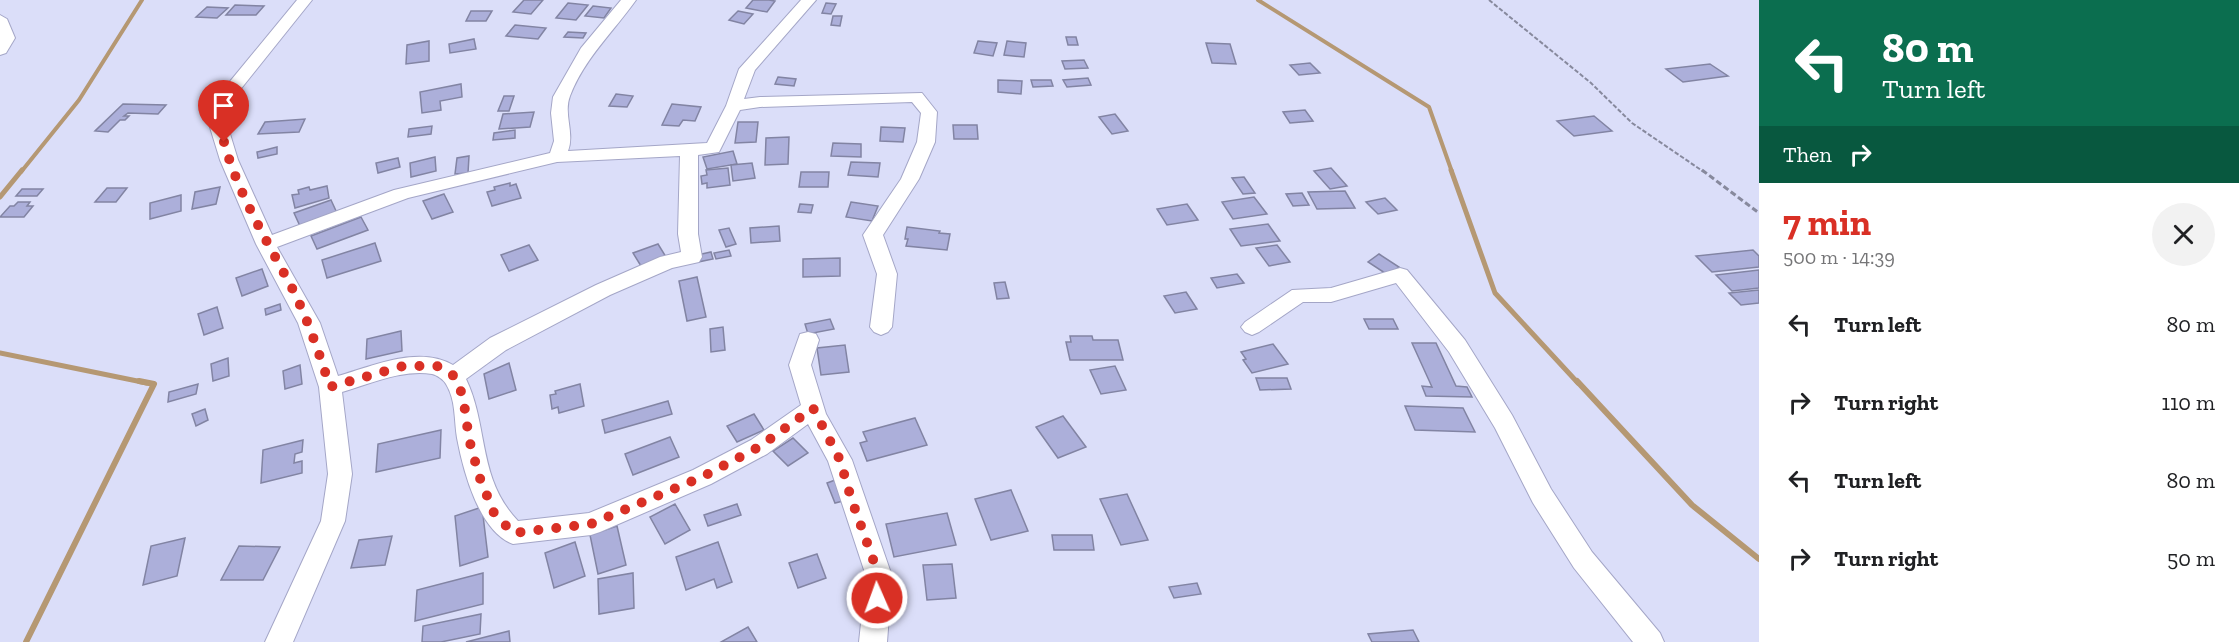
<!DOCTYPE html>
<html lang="en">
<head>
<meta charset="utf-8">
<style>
  body { margin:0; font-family:"Zilla Slab",serif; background:#f2f2f2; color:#202124; height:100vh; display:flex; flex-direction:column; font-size:22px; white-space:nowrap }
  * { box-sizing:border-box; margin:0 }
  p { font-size:20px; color:#757577 }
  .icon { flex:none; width:33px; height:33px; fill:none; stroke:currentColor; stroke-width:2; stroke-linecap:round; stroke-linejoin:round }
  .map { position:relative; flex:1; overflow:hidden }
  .details { display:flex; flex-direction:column; background:#fff; width:480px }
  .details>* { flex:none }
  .hud { background:#0b6e4f; color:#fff; overflow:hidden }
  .pin { position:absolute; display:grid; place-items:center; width:51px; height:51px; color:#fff; margin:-62px -26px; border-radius:50% 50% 50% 0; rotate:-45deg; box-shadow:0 0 6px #0007 }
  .pin .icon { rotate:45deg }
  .me { position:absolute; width:66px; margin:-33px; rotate:358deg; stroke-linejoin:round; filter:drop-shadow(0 0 4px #0008) }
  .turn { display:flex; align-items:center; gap:21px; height:126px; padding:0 24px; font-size:27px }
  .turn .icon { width:78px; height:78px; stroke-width:2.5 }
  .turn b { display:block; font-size:42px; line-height:51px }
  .then { display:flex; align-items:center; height:57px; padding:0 24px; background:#0003; gap:12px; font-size:22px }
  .round { display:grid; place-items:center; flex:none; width:63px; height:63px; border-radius:32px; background:#f2f2f2 }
  .summary { display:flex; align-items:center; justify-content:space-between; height:102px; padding:0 24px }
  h1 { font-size:36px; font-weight:700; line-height:45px; color:#d93025 }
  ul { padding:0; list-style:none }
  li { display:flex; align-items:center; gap:18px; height:78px; padding:0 24px }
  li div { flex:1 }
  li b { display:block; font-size:22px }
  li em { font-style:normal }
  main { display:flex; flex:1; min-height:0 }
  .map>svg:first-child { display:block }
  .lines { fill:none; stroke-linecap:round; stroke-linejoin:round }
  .stream-far2 { stroke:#b59873; stroke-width:4 }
  .stream-far1 { stroke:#b59873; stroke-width:5 }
  .stream { stroke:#b59873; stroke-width:6 }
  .building { fill:#acafda; stroke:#8284a3; stroke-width:1.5 }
  .minor-casing { stroke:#a4a6c7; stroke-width:2 }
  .path-far1 { stroke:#87899d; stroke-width:2; stroke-dasharray:4.5 2; stroke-linecap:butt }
  .path { stroke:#87899d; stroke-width:3; stroke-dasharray:6 3; stroke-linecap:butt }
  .minor { fill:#fff; fill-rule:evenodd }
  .route { stroke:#d93025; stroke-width:10; stroke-dasharray:0 18 }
</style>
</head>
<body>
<main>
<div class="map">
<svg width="1759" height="642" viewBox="0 0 1759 642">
  <rect width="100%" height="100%" fill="#dbdef9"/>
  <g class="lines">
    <g class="stream-far2">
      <path d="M1258,0l171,107 23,65"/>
      <path d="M21,172l58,-72 63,-100"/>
    </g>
    <g class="stream-far1">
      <path d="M1451,170l44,123 83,90"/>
      <path d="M0,197l22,-27"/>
      <path d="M0,353l147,30"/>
    </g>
    <g class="stream">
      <path d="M1577,381l115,124 67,54"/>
      <path d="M26,642l128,-258 -15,-3"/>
    </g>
  </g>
  <g class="building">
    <path d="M524,0h19l-12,14 -18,-2z"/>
    <path d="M753,0h16l6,1 -8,11 -21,-4z"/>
    <path d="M568,3l20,2 -12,15 -20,-2z"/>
    <path d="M826,3l10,1 -5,10 -9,-1z"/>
    <path d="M235,5l29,1 -8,9h-30z"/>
    <path d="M593,6l18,2 -7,10 -19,-2z"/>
    <path d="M207,7l21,1 -11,10 -21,-1z"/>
    <path d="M471,11h21l-6,10h-20z"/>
    <path d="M738,11l15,3 -9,10 -15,-4z"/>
    <path d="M833,16h9l-2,10 -9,-1z"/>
    <path d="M515,25l31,3 -8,11 -32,-3z"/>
    <path d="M568,32l18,1 -3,5 -19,-1z"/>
    <path d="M1066,37h10l2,8h-10z"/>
    <path d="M474,39l2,10 -26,4 -1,-9z"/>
    <path d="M429,41v20l-23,3 1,-19z"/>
    <path d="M978,41l19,2 -4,13 -19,-3z"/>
    <path d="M1007,41l19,2 -2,14 -20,-2z"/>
    <path d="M1206,43l24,1 6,20 -24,-1z"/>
    <path d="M1084,60l4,8 -23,1 -3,-8z"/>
    <path d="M1310,63l10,10 -21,2 -9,-10z"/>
    <path d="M1710,64l18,12 -45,6 -17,-13z"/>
    <path d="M778,77l18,2 -2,7 -19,-2z"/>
    <path d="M1088,78l3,7 -24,2 -4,-7z"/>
    <path d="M998,80l24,1 -1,13 -23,-2z"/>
    <path d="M1031,80h20l2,6 -20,1z"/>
    <path d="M461,84l1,13 -22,4 1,9 -19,3 -2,-21z"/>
    <path d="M616,94l17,2 -6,11 -18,-1z"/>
    <path d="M504,96h10l-5,15h-11z"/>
    <path d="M123,104l43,1 -8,9 -30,-1 -4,3h5l-4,4h-5l-12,12 -13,-1z"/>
    <path d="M672,104l29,3 -6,14 -12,-1 -4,6 -17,-1z"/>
    <path d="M1305,110l8,11 -23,2 -7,-11z"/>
    <path d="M534,112l-4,15 -31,2 4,-15z"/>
    <path d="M1115,114l13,17 -16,3 -13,-17z"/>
    <path d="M1594,116l18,15 -38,5 -17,-15z"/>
    <path d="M305,119l-6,13 -41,2 7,-12z"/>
    <path d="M738,122h20l-2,20 -21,1z"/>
    <path d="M953,125h24l1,14h-24z"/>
    <path d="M432,126l-1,8 -23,3 1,-8z"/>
    <path d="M881,127l24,1 -2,14 -23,-1z"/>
    <path d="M515,130v8l-22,2 1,-7z"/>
    <path d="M789,137l-1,27 -23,1 1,-27z"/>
    <path d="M833,143l28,1v13l-30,-1z"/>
    <path d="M277,147v7l-19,4 -1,-6z"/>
    <path d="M733,151l4,13 -30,5 -4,-12z"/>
    <path d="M469,156l-1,17 -13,1 2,-16z"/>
    <path d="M435,157l1,14 -25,6 -1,-14z"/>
    <path d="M398,158l2,9 -22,6 -2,-10z"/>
    <path d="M851,162l29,1 -2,14 -30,-2z"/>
    <path d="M752,163l3,15 -22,3 -2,-16z"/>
    <path d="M728,168l2,17 -23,3v-5l-5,1 -1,-8 6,-1 -1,-5z"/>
    <path d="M1331,168l16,18 -17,3 -16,-18z"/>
    <path d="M801,172h28l-1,15h-29z"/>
    <path d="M1244,177l11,16 -12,1 -11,-16z"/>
    <path d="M510,183v3l6,-2 5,14 -29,8 -5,-14 8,-2 -1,-3z"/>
    <path d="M327,186l2,12 -34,10 -3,-13 7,-1 -1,-4 11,-3 1,3z"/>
    <path d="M220,187l-4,17 -24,5 3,-17z"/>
    <path d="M107,188h20l-11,14h-21z"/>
    <path d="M22,189h21l-6,7h-21z"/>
    <path d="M1345,191l10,17 -38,1 -9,-17z"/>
    <path d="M1302,193l7,12 -16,1 -7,-12z"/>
    <path d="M444,194l9,18 -21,7 -9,-18z"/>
    <path d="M181,195v16l-31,8v-16z"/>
    <path d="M1254,197l13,17 -34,5 -11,-17z"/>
    <path d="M1385,198l12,12 -19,4 -12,-12z"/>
    <path d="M331,200l6,13 -37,13 -6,-13z"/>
    <path d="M18,202h12l-3,4h6l-9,11h-24l10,-11h4z"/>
    <path d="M851,202l27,4 -6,15 -26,-4z"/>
    <path d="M800,204l13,1 -2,8 -13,-1z"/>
    <path d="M1187,204l11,16 -31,5 -10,-16z"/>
    <path d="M361,217l7,13 -51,19 -6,-13z"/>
    <path d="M1268,224l12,17 -39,5 -11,-17z"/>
    <path d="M779,226l1,15 -29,2 -1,-15z"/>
    <path d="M907,227l33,4 -1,2 11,1 -3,16 -41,-4 2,-7h-3z"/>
    <path d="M729,228l7,16 -10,3 -7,-17z"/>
    <path d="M375,243l6,18 -54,17 -5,-18z"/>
    <path d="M658,244l8,13 -25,9 -8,-13z"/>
    <path d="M529,245l9,15 -29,11 -8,-16z"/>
    <path d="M1277,245l13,17 -21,4 -13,-18z"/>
    <path d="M729,250l2,6 -15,3 -2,-6z"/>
    <path d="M1753,250l6,6v11l-47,5 -16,-16z"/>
    <path d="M711,252l2,7 -15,3 -1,-7z"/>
    <path d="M1379,254l20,13 -11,8 -20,-13z"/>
    <path d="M840,258v18l-37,1v-18z"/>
    <path d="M262,269l6,17 -26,10 -6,-18z"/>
    <path d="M1759,270v18l-27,3 -16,-16z"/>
    <path d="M1237,274l7,9 -27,5 -6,-10z"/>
    <path d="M697,277l9,40 -19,4 -8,-40z"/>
    <path d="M1005,282l4,16 -12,1 -3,-16z"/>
    <path d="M1759,290v13l-18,2 -12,-12z"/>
    <path d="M1186,292l11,17 -22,4 -11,-17z"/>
    <path d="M280,304l1,6 -15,5 -1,-6z"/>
    <path d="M217,307l6,21 -19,7 -6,-21z"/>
    <path d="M830,319l4,10 -26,5 -3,-10z"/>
    <path d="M1364,319h29l5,10h-29z"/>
    <path d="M723,327l2,23 -14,2 -1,-23z"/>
    <path d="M401,331l1,20 -36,8 1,-20z"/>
    <path d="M1070,336h22l1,4h25l5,20h-53l-4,-18h5z"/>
    <path d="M1412,343h24l20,43 11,1 5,10 -46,-1 -4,-10 10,1z"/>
    <path d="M1273,344l15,20 -36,9 -9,-13 3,-1 -5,-7z"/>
    <path d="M845,345l4,27 -28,3 -4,-27z"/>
    <path d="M228,358l1,18 -16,5 -2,-17z"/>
    <path d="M509,363l7,27 -27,9 -5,-25z"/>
    <path d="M300,365l2,19 -17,5 -2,-18z"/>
    <path d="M1115,366l11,24 -25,4 -11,-24z"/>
    <path d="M1256,378h31l4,11 -31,1z"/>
    <path d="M198,384l-2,10 -28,8 1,-10z"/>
    <path d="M580,384l4,22 -25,7 -1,-6 -6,2 -2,-14 6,-1 -1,-3z"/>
    <path d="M668,401l4,13 -67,19 -3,-13z"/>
    <path d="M1405,406l58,2 12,24 -60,-2z"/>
    <path d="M205,409l3,11 -12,6 -4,-12z"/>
    <path d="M754,414l10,16 -27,12 -10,-16z"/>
    <path d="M1063,416l23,31 -28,11 -22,-31z"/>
    <path d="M915,418l12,27 -60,16 -7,-18 7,-2 -4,-9z"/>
    <path d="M441,430l-1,28 -64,14 2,-28z"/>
    <path d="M670,437l9,20 -46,18 -8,-21z"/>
    <path d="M793,438l15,15 -20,13 -15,-15z"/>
    <path d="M303,440l-1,12 -7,2 -1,9 8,-2v12l-41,10 2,-33z"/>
    <path d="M838,479l9,21 -12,3 -8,-20z"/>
    <path d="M1011,490l17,41 -37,9 -16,-41z"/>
    <path d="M1127,494l21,46 -27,5 -21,-46z"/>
    <path d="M675,504l15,26 -25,14 -15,-27z"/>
    <path d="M737,504l4,11 -33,11 -4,-11z"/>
    <path d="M482,507l6,50 -28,9 -5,-50z"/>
    <path d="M947,513l9,32 -62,12 -8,-33z"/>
    <path d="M617,526l9,39 -28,9 -8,-39z"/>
    <path d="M1052,535h40l2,15h-40z"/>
    <path d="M392,536l-7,29 -34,3 8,-28z"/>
    <path d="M185,538l-8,38 -34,9 8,-39z"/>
    <path d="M575,542l10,34 -31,12 -9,-35z"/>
    <path d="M718,542l14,40 -15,6 -3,-9 -28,11 -10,-33z"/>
    <path d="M239,546l41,1 -17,33h-42z"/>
    <path d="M817,554l9,24 -28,10 -9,-25z"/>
    <path d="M952,564l4,34 -29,2 -4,-35z"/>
    <path d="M483,573v31l-68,17 2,-31z"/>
    <path d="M633,573l1,35 -35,6 -1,-35z"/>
    <path d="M1197,583l4,11 -27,4 -5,-11z"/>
    <path d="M481,614l-1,20 -39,8h-19l1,-16z"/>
    <path d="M748,627l9,15h-36z"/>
    <path d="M1413,630l6,12h-47l-4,-8z"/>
    <path d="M509,631l1,11h-44z"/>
  </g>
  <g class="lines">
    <defs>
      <g id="minor">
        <path d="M297,0h15l-80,100 -5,24 11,36 34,75 122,-45 156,-37 4,-12 -3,-28 2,-16 28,-49 40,-48h15c-22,31 -52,59 -66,96 -7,18 5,37 -2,55l139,-8 19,-37 13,-37 62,-69h15l-61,70 -11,29 16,-2 162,-4 15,19 -2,30 -16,37 -36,56 14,39 -5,53 -4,5 -7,3 -7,-3 -4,-5 7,-53 -14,-39 38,-56 16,-37 4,-29 -9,-11 -152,5 -20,3 -21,42 -21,3v79l4,23 -3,5 -27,6 -62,27 -104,55 -40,29c23,48 11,99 52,142l71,-8 104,-43 58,-30 50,-35 -12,-40 11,-31 8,-2 8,2 3,6 -8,25 15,49 26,46 40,116 -5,66h-28l7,-66 -38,-115 -20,-37 -41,30 -56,30 -111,48 -9,3 -78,9c-34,-12 -50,-74 -56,-106 -3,-18 -1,-38 -11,-54 -2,-4 -9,-9 -14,-10 -30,-5 -62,10 -90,18l10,82 -7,47 -52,121h-28l56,-121 7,-47 -9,-87 -21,-64 -42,-79 -36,-84 -11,-36 9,-28zM680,156l-2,78 3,18 -21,5 -64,28 -106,53 -37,27c-34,-20 -80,1 -115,11l-18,-53 -43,-76 131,-49 149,-36z"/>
        <path d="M0,15l7,4 8,19 -9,15 -6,2z"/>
        <path d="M1400,268l7,2 58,70 47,75 39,74 41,63 68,81 4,9h-31l-59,-74 -41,-65 -38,-75 -46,-76 -53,-69 -65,19h-28l-44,30 -7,3 -7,-3 -4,-5 4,-5 47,-32 39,-2z"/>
      </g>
    </defs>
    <use href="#minor" class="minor-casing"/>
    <path class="path-far1" d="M1489,0l102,83 41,40 72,49"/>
    <path class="path" d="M1702,170l57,43"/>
    <use href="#minor" class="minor"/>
  </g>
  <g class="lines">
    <path class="route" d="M224,142c14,52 43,99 68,146 16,32 27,65 38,99l73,-21h34l17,10 9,20 6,43 10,37 15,37 19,20 78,-9 111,-47 57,-30 54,-39 27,52 11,38 28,78 -2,22"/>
  </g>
</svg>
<div class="pin" style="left:224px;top:142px;background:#d93025"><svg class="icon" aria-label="arrive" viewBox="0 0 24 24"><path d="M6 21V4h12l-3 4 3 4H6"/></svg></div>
<svg class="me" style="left:877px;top:598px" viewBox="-20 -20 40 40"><circle r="17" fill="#d93025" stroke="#fff" stroke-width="3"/><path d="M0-11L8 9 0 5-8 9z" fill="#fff"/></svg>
</div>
<section class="details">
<div class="hud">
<div class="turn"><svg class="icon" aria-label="left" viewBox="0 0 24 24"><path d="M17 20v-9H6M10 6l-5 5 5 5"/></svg><div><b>80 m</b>Turn left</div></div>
<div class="then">Then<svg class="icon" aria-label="right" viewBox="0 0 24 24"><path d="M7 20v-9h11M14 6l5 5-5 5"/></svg></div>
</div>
<div class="summary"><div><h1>7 min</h1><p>500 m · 14:39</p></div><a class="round"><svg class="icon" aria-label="close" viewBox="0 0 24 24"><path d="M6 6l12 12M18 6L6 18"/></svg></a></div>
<ul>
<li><svg class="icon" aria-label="left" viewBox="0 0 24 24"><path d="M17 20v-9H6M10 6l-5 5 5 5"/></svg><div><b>Turn left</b></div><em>80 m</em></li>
<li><svg class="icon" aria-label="right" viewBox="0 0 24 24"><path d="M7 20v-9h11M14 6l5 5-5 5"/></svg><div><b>Turn right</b></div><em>110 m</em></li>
<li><svg class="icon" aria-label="left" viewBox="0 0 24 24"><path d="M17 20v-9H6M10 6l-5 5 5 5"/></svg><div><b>Turn left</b></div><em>80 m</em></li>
<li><svg class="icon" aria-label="right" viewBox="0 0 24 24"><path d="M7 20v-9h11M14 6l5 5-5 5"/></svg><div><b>Turn right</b></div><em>50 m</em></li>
</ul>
</section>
</main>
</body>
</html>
____________
:: DESCRIPTION OF THE TASK ::
The listing above holds a line with "position:relative; flex:1; overflow:hidden" and a line with "background:#0b6e4f; color:#fff; overflow:hidden". Print the stretch from the first through the second, exactly and alone.

:: WRITTEN ANSWER ::
  .map { position:relative; flex:1; overflow:hidden }
  .details { display:flex; flex-direction:column; background:#fff; width:480px }
  .details>* { flex:none }
  .hud { background:#0b6e4f; color:#fff; overflow:hidden }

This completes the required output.